**What the task asks:** Wherever the string "Turn" occurs in a line of these records, report that line.

----- Information provided -----

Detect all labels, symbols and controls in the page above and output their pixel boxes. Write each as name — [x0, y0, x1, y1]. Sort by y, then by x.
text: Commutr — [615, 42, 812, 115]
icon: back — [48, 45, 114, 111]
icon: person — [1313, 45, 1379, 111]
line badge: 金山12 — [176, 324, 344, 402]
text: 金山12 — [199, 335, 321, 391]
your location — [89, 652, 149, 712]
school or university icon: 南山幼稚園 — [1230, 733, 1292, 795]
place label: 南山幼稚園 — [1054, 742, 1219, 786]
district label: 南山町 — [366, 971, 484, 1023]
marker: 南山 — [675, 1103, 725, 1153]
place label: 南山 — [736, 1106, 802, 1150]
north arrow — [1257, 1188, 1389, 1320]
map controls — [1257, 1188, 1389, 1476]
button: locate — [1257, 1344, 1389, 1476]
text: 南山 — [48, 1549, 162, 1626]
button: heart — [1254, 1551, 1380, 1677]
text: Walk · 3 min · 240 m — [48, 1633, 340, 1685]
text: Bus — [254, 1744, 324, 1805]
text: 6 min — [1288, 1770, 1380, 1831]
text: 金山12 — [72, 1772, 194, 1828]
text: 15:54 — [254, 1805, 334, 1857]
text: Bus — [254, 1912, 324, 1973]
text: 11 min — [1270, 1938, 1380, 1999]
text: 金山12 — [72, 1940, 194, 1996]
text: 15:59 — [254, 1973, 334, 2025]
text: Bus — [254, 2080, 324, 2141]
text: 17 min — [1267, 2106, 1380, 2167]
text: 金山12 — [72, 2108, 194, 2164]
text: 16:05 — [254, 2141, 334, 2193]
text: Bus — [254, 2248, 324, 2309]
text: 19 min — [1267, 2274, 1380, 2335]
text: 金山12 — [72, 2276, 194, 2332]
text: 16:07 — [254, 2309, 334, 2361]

-----
----- Information provided -----

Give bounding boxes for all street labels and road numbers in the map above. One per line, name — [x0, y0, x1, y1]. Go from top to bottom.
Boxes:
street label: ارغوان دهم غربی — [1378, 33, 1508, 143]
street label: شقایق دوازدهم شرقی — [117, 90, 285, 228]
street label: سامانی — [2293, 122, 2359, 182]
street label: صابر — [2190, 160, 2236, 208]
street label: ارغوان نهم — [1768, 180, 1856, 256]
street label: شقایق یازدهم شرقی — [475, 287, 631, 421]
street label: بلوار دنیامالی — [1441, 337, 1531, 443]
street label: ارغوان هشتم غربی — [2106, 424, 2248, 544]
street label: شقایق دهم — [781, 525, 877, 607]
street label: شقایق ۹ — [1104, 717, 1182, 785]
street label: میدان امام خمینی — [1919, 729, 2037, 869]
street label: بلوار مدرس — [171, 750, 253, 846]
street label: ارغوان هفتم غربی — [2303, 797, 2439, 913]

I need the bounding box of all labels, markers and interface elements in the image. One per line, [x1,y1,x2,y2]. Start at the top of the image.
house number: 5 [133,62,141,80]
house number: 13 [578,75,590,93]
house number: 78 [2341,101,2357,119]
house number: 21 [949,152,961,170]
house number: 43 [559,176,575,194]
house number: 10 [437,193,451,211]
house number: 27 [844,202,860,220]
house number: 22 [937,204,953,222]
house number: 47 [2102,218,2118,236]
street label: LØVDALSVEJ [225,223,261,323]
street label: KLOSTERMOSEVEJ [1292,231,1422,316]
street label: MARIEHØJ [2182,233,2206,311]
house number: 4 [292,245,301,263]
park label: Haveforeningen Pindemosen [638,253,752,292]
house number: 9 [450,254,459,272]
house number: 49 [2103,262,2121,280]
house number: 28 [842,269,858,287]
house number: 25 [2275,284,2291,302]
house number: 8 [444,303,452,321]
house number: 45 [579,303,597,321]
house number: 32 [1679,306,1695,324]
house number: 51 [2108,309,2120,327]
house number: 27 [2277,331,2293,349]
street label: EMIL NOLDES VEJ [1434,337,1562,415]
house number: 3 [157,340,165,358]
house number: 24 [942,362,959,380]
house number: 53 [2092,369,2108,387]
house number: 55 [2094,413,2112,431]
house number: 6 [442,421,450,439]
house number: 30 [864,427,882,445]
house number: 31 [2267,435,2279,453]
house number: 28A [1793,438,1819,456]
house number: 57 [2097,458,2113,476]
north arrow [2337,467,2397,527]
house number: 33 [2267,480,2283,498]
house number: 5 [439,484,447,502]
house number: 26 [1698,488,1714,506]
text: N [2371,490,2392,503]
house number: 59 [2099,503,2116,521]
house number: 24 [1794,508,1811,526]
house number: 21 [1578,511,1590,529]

-----
----- Information provided -----

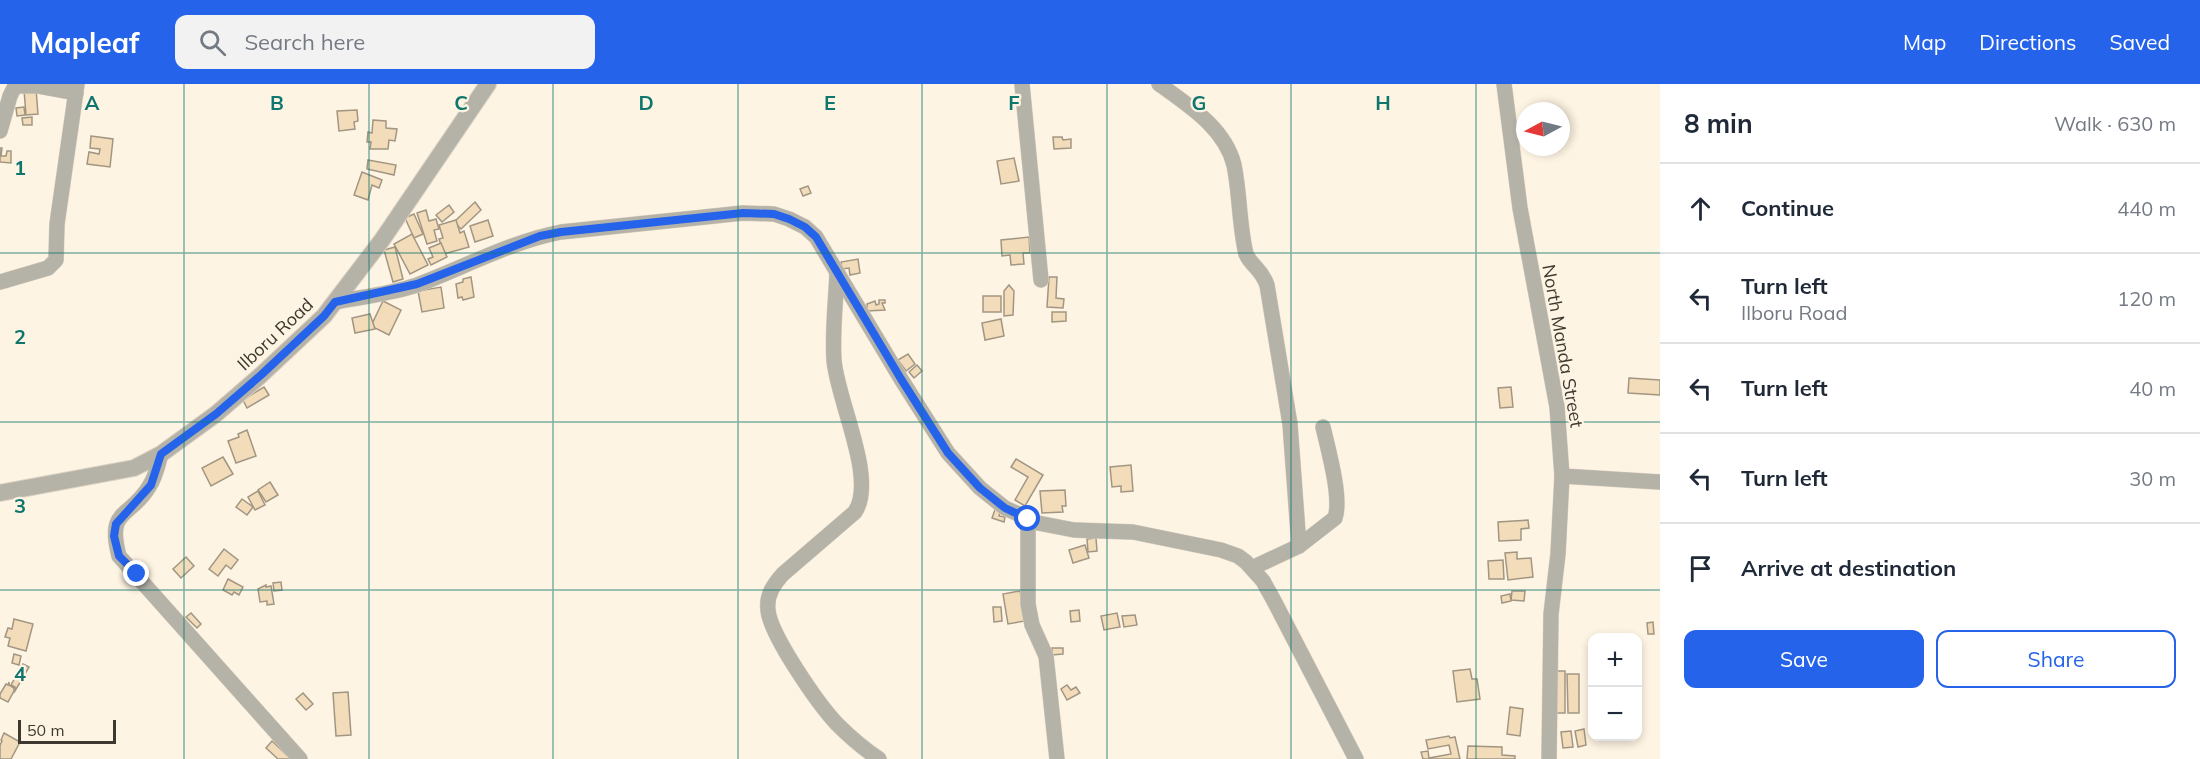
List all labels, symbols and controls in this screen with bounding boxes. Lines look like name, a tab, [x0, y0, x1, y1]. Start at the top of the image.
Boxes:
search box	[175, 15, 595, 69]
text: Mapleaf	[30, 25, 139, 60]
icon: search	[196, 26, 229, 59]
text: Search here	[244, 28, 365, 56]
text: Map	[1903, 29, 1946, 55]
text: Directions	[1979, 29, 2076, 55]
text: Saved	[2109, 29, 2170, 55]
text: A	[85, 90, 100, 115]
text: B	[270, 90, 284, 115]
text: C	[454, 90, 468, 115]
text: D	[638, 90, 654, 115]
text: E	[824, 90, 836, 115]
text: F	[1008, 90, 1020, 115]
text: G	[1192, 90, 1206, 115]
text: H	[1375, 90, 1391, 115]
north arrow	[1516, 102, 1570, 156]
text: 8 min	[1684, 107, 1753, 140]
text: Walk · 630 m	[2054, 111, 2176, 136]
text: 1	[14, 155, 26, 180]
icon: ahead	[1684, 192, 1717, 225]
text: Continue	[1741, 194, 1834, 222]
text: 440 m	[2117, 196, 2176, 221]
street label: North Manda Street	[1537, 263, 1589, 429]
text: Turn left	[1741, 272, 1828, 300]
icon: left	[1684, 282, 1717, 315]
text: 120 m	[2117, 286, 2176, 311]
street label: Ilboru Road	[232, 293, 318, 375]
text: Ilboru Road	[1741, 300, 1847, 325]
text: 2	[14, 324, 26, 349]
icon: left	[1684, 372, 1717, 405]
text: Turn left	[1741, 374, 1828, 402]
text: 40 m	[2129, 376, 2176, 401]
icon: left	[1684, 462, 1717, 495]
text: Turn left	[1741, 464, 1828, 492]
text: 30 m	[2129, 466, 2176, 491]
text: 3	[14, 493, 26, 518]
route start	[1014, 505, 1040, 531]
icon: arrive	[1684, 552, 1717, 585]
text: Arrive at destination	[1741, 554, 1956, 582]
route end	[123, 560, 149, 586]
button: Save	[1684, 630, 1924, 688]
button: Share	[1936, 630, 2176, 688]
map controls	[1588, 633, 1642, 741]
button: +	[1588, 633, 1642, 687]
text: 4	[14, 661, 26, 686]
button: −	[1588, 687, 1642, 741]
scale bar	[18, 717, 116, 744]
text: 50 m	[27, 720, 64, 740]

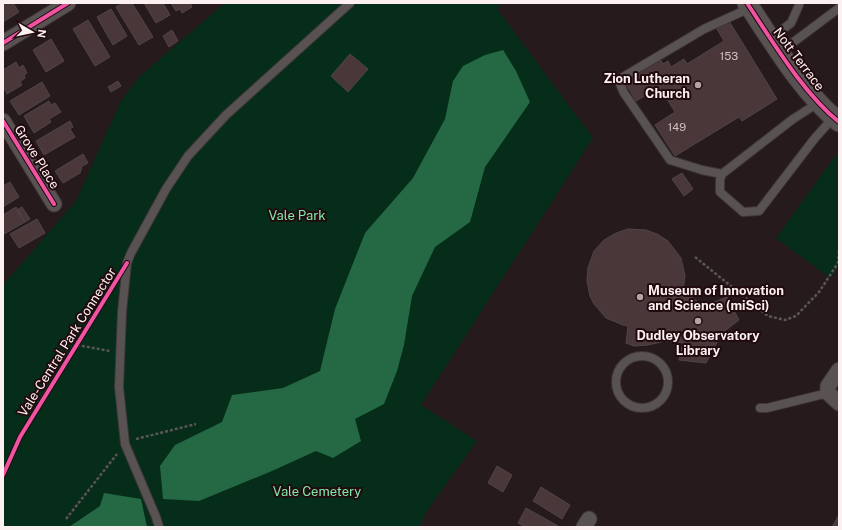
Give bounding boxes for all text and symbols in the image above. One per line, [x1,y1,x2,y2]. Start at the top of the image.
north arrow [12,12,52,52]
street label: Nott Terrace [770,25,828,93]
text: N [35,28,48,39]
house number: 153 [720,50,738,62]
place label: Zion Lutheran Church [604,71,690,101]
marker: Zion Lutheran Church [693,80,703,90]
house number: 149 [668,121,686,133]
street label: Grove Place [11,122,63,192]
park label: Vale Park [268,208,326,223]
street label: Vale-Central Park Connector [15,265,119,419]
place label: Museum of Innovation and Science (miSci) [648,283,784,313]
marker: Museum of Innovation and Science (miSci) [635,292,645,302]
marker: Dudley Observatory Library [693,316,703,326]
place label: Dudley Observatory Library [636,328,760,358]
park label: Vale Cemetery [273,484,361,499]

-----

**Response:**
text: Turn left	[1741, 272, 1828, 300]
text: Turn left	[1741, 374, 1828, 402]
text: Turn left	[1741, 464, 1828, 492]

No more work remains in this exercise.